The Petitioner further argued that the fact that the Petitioner’s corporate seal is contained in the contract is irrelevant insofar as the signatory does not have the requisite authority to bind the company to arbitration. The Petitioner is under no obligation to state the name and capacity of the person signing the contract and it is the Respondent who has the legal burden of proving that a delegation of authority had been granted by the manager. The Court of Appeal did not address this argument, contenting itself with the fact that the contract bore the Petitioner’s corporate seal thereby denying its argument that the signatory to the contract did not have the authority to bind the company to arbitration.

It is settled in the Court of Cassation that the manager of a limited liability company has full powers to manage the company and the legal capacity to make dispositions over the rights relating to its activities, including an agreement to arbitrate in contracts made between the limited liability company and third parties, unless the [Page145:] articles of association of the company restrict his authority by prohibiting him from making certain dispositions or by expressly prohibiting him from agreeing to arbitrate. The manager may delegate any or all of his powers unless prohibited by the articles of association. The other agent in such case is deemed to act for the company and his acts shall bind the company.

It is further settled in the Court of Cassation that where the name of a particular company appears in the preamble and body of a particular contract and a different person signs at the bottom of the contract, a presumption shall arise that the person who signed the contract did so in the name and on behalf of the company. In such case, the effects of the contract, in terms of rights and obligations, shall devolve directly upon the company because in such a case, the person delegating authority acts through the delegated person.
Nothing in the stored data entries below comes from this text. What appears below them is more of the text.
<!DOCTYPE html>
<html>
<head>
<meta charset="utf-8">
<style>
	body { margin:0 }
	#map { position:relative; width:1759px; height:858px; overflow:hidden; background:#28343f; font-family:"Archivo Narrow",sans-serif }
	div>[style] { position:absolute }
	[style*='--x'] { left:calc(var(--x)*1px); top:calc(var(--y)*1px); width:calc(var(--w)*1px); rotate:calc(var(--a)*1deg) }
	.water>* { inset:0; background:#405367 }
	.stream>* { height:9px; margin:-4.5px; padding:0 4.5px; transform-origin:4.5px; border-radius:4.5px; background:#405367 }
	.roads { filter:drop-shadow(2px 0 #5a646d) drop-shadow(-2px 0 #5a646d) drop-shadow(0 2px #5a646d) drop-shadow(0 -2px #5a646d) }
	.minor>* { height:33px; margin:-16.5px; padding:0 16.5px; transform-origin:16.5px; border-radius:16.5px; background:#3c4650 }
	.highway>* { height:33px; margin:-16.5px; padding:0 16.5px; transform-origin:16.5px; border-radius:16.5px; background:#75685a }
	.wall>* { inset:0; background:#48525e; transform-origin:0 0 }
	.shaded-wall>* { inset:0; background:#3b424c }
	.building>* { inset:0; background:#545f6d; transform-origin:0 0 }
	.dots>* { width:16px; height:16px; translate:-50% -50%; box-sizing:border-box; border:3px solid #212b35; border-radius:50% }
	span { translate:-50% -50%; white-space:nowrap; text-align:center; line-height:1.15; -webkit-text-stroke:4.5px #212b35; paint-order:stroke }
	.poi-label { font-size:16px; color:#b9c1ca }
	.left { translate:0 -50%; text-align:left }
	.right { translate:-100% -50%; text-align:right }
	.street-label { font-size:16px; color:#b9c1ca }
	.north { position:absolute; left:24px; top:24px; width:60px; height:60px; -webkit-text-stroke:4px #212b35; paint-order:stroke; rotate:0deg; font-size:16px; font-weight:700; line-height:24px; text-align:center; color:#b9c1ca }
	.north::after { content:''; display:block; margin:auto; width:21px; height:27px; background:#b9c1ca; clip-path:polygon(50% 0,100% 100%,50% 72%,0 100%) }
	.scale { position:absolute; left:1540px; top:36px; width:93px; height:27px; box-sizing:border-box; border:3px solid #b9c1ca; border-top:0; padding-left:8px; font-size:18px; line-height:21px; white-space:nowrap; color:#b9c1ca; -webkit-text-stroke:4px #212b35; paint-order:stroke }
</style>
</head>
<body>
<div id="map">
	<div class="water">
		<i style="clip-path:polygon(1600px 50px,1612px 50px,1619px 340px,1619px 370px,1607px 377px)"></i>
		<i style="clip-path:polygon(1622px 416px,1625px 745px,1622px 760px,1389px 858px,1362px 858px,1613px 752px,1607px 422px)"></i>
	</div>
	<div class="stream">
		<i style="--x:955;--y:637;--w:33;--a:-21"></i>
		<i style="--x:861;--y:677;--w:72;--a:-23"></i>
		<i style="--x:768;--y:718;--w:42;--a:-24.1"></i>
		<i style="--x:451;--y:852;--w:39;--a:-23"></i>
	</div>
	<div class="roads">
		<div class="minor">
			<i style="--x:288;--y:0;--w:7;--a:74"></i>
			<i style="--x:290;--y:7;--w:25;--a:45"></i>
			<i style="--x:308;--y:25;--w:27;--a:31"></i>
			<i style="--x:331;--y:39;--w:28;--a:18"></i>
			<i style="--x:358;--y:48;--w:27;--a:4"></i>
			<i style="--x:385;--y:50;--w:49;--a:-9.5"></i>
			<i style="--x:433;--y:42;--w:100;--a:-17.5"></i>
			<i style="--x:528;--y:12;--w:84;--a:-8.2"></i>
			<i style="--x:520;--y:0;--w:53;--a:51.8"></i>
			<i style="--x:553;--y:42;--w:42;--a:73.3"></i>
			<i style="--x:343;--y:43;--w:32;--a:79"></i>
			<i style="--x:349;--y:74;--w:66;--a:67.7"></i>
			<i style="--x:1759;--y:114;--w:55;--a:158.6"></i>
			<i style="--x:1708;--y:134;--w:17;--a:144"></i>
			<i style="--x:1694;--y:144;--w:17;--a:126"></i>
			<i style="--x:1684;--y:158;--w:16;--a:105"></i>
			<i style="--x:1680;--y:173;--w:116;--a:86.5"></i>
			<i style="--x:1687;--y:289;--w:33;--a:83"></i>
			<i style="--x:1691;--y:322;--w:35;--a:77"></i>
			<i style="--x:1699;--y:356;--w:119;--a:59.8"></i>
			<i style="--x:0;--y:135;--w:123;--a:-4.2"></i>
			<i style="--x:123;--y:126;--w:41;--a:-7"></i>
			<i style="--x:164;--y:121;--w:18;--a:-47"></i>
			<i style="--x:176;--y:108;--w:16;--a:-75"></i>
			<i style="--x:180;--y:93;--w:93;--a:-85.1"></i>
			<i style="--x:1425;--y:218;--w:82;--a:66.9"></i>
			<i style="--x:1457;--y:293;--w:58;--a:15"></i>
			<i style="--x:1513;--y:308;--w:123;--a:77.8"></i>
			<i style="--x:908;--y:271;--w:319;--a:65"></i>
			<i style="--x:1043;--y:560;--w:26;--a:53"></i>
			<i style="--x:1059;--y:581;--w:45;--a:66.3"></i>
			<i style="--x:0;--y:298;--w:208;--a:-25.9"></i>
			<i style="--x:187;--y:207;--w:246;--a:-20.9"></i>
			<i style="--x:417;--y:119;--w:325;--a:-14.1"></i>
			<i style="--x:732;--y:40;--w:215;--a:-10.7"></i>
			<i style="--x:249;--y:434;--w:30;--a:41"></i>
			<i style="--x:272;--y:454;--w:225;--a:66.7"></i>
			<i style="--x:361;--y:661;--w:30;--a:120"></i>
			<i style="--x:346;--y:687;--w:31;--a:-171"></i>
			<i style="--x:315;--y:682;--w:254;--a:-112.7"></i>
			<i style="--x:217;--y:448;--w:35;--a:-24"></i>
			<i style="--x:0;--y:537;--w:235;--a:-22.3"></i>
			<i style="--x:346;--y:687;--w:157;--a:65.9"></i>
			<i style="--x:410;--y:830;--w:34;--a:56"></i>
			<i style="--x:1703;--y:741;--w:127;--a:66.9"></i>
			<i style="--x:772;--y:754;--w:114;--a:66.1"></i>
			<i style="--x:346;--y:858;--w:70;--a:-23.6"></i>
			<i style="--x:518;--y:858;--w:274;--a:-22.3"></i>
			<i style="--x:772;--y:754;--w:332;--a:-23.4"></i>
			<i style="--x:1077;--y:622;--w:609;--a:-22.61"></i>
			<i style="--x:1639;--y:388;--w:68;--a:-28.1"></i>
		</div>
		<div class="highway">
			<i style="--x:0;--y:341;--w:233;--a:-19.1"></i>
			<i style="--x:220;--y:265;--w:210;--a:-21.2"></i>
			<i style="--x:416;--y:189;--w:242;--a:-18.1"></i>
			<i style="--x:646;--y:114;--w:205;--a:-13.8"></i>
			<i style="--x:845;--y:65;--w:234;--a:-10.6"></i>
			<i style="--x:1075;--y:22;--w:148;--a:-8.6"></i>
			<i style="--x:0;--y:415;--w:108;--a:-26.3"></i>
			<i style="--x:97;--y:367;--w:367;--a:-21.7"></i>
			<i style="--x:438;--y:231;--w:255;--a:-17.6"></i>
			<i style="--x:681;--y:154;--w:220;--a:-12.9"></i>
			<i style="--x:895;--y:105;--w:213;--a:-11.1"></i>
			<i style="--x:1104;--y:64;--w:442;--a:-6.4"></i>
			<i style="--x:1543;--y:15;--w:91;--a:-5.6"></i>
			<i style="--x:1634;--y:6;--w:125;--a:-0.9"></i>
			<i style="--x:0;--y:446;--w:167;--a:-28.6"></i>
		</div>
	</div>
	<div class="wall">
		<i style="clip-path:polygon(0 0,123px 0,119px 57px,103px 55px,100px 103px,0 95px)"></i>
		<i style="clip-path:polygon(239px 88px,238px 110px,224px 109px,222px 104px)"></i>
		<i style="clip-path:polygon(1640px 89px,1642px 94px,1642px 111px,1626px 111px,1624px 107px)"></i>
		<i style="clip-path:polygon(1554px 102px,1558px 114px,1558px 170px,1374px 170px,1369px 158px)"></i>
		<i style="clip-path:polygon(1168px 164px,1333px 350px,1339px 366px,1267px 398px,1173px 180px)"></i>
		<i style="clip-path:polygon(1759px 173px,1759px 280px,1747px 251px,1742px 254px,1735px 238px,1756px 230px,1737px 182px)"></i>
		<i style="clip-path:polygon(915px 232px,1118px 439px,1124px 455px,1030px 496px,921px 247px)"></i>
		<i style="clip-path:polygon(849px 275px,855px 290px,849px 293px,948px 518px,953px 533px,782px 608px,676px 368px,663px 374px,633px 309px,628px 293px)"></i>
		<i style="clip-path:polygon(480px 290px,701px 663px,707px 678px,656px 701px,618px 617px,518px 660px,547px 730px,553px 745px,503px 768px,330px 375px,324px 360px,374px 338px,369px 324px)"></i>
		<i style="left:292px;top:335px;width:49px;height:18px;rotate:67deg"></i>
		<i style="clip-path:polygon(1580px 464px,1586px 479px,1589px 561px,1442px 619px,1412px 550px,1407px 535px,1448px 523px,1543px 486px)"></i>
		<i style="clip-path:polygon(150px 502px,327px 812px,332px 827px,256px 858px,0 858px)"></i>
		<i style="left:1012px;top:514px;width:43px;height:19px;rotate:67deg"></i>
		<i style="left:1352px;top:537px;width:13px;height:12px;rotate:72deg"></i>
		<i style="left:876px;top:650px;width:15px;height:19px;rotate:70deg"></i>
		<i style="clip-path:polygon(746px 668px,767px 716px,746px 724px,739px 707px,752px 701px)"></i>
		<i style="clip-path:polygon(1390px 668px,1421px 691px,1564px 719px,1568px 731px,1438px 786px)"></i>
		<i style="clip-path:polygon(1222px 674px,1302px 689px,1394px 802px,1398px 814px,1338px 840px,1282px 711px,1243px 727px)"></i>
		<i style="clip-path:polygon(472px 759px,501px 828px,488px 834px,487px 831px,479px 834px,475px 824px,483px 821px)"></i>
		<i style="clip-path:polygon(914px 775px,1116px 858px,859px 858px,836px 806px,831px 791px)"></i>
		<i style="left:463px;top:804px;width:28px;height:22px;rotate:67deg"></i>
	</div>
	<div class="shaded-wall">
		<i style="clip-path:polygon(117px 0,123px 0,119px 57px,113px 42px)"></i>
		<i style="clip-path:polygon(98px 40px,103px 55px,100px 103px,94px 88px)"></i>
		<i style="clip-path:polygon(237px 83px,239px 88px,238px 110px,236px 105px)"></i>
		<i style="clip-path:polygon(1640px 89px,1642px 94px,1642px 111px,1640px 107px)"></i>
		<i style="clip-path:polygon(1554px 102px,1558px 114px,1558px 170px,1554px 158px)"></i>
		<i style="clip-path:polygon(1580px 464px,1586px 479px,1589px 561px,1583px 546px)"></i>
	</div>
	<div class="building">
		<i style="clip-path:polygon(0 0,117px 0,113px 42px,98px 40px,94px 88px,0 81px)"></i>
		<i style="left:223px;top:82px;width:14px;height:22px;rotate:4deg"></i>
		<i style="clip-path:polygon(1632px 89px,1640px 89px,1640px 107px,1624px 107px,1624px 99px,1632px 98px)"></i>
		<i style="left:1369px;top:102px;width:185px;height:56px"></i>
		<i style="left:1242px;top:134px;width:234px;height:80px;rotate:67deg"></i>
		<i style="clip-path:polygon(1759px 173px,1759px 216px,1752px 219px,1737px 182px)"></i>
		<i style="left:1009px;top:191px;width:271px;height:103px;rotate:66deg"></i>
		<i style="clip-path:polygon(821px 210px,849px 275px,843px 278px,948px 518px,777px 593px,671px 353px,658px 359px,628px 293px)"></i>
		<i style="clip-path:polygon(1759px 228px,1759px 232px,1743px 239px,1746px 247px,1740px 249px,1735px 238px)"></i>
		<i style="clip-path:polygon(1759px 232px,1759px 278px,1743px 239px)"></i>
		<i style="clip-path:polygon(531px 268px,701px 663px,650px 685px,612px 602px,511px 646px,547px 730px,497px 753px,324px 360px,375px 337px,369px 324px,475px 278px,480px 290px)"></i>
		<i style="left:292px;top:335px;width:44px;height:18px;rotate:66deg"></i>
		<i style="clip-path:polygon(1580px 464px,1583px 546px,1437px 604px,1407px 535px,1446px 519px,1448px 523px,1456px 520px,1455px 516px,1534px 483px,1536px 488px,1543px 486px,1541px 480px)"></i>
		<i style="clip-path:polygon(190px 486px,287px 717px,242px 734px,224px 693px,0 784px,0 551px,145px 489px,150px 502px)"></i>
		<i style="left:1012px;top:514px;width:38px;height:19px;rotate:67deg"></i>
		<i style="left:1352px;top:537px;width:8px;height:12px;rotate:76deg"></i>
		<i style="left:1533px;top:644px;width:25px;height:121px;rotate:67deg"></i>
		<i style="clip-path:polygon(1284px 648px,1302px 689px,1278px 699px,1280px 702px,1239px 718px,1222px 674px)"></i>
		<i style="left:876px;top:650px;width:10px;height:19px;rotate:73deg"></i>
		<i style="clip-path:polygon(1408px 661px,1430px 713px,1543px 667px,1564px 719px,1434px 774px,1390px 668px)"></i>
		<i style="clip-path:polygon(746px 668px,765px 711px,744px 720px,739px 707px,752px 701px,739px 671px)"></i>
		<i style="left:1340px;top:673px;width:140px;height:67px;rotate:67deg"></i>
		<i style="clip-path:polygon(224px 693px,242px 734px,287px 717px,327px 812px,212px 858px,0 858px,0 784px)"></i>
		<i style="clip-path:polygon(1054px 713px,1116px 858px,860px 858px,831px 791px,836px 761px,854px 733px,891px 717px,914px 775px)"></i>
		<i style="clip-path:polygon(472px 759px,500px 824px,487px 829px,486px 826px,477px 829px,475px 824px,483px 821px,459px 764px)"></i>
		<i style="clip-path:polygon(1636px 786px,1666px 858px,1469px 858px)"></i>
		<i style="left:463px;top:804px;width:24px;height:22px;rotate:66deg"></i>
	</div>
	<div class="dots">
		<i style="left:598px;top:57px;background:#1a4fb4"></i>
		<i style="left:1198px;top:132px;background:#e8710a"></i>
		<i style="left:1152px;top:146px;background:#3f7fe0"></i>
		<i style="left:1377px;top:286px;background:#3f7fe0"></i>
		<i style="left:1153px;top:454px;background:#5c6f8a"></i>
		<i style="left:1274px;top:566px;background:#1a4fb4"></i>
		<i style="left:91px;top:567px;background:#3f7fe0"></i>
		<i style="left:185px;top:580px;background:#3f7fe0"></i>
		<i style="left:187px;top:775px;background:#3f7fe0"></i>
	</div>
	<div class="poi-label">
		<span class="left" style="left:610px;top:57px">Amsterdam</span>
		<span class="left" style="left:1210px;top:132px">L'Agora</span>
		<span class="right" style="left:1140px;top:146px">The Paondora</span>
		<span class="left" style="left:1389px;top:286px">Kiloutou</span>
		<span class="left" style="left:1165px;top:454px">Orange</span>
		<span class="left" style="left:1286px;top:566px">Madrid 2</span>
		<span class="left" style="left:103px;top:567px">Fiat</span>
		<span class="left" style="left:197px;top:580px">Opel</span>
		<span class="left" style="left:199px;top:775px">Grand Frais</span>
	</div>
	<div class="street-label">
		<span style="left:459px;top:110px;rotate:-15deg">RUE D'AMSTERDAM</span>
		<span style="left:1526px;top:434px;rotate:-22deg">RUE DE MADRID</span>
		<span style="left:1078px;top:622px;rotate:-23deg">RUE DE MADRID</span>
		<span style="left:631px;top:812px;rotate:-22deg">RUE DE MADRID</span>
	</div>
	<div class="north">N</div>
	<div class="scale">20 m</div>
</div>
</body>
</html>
It is further settled that an act under private signature is valid as a signed document provided that it bears the signatures, the seals, or the fingerprint of the parties.

It is clear from the underlying English contract that it bears the Petitioner’s corporate seal and its representative’s signature. The contract is thus binding on the Petitioner and is presumed to have been duly signed by its representative in the absence of evidence to the contrary.